Just to play a sort of devil's advocate, we don't know that things like genuine luck and one or more other things that are generally categorized as "supernatural" or "paranormal" aren't possible or don't exist.

Many millions of people even believe in angels, one (or, rarely, more) god(s), and one very special case of someone returning from the dead after being dead for three days (and strangely celebrate the event with coloured eggs, candy, and bunnies).

More down to Earth, not everything is explained yet, we barely understand anything about the brain or consciousness, and who knows what strange things we have yet to be forced to reconcile with "common sense" that a future theory quantizing gravity might lead us to discover.

Not that I believe in anything that is considered supernatural myself. I prefer, as a classical skeptic, to abstain from believing anything, even rather mundane and commonly accepted things, treating them as seemingly useful fictions that I'll only ever loosely accept as tentatively "true".

That's my point, they're all seemingly useful fictions, these things that most people call "realistic". The fictions may turn out to be true... or not. But for some people things like TK (or the survival of the "soul" after death) are realistic even if relatively undocumented and not accepted as mainstream, and for others (often, but not always, gamblers) real luck is realistic.
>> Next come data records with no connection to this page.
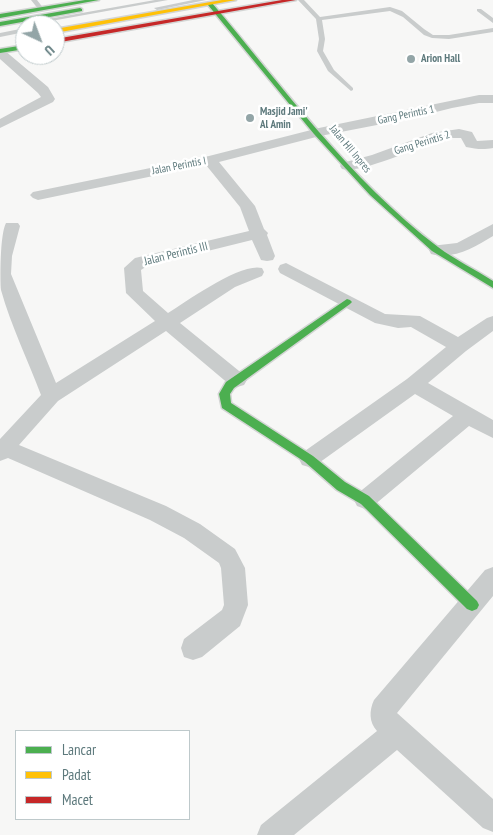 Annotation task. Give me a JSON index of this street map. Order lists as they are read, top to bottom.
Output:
{
  "streets": {
    "main road": ["Jalan HII Inpres"],
    "street": [
      "Gang Perintis 1",
      "Gang Perintis 2",
      "Jalan Perintis I",
      "Jalan Perintis III"
    ]
  },
  "crossings": [
    ["Gang Perintis 1", "Jalan HII Inpres"],
    ["Gang Perintis 1", "Jalan Perintis I"],
    ["Gang Perintis 2", "Jalan HII Inpres"],
    ["Jalan HII Inpres", "Jalan Perintis I"]
  ],
  "places": ["Arion Hall", "Masjid Jami' Al Amin"],
  "legend": ["Lancar", "Padat", "Macet"],
  "north": "bottom right"
} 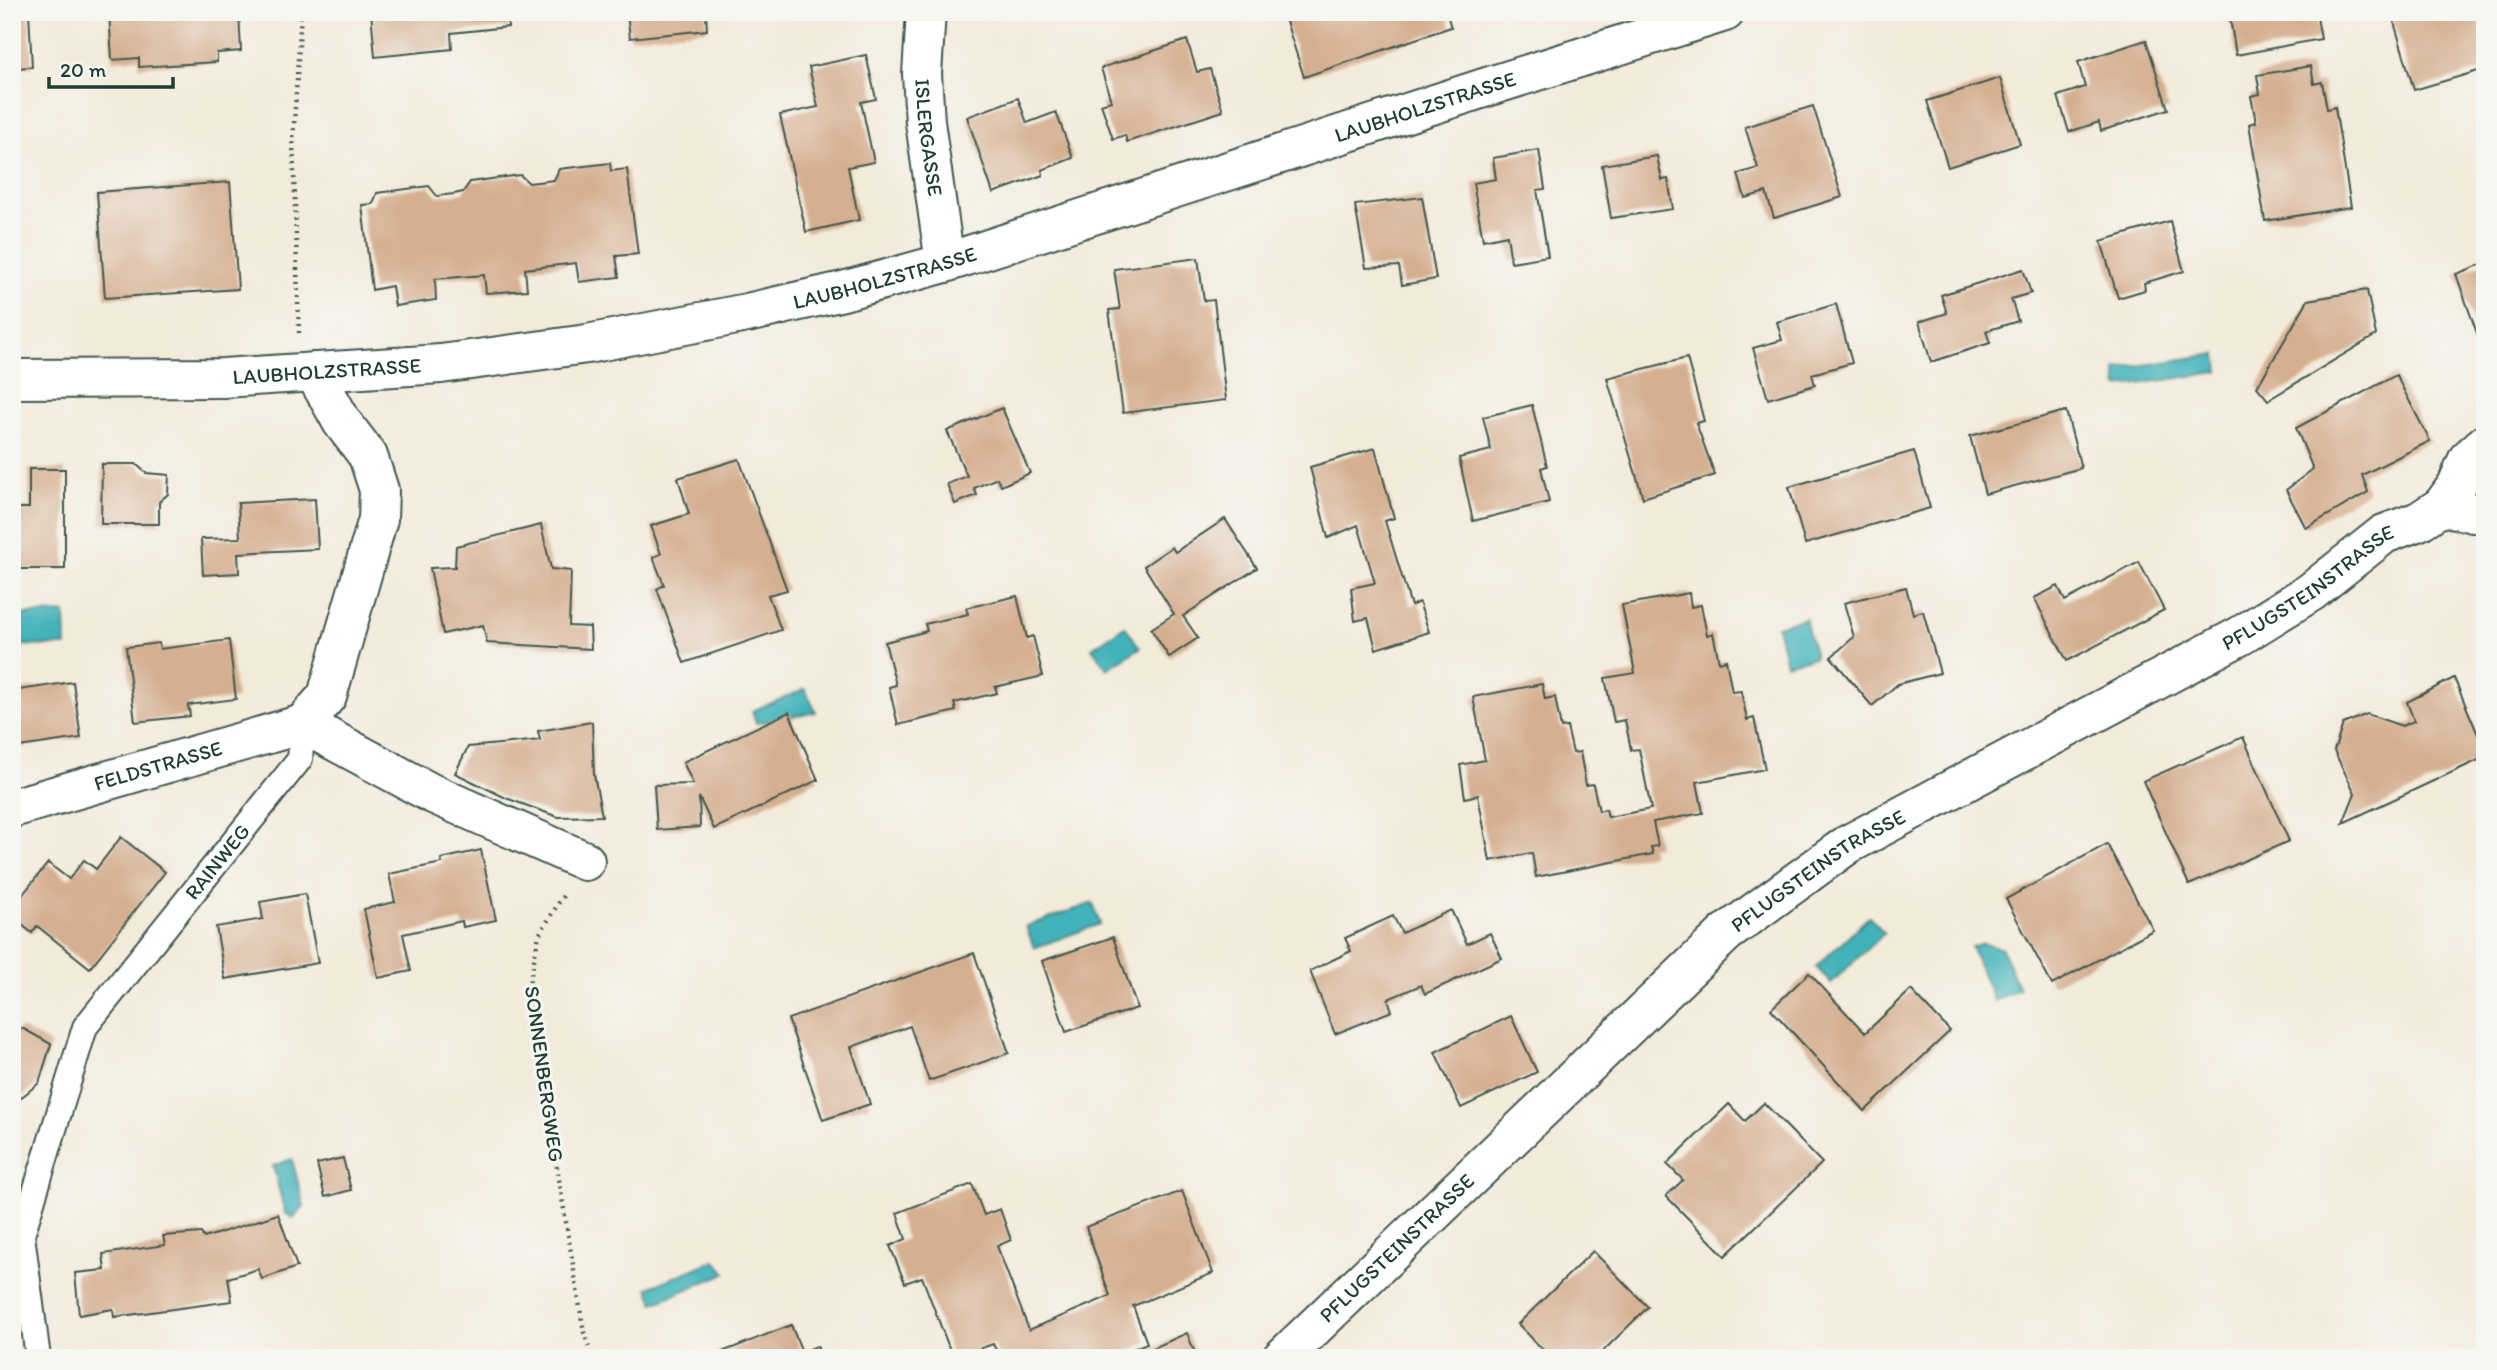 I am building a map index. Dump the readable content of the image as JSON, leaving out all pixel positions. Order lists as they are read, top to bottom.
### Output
{
  "streets": {
    "street": [
      "LAUBHOLZSTRASSE",
      "ISLERGASSE",
      "PFLUGSTEINSTRASSE",
      "FELDSTRASSE"
    ],
    "lane": ["RAINWEG"],
    "path": ["SONNENBERGWEG"]
  },
  "crossings": [
    ["LAUBHOLZSTRASSE", "ISLERGASSE"],
    ["FELDSTRASSE", "RAINWEG"]
  ],
  "scale_bar": "20 m"
}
I'd advise any gamblers to read up on probability and statistics and constantly scrutinize themselves lest they fall prey to the Gambler's Fallacy; but heck, I might meet the one person that strangely always beats the odds, and in that one case I'd be giving them poor advice.

Fiction, reality, in the end, kind of the same. What's realistic will depend on who you ask (and in a game, who's playing it), and may very well have little or no correlation to what is actually true... if anything.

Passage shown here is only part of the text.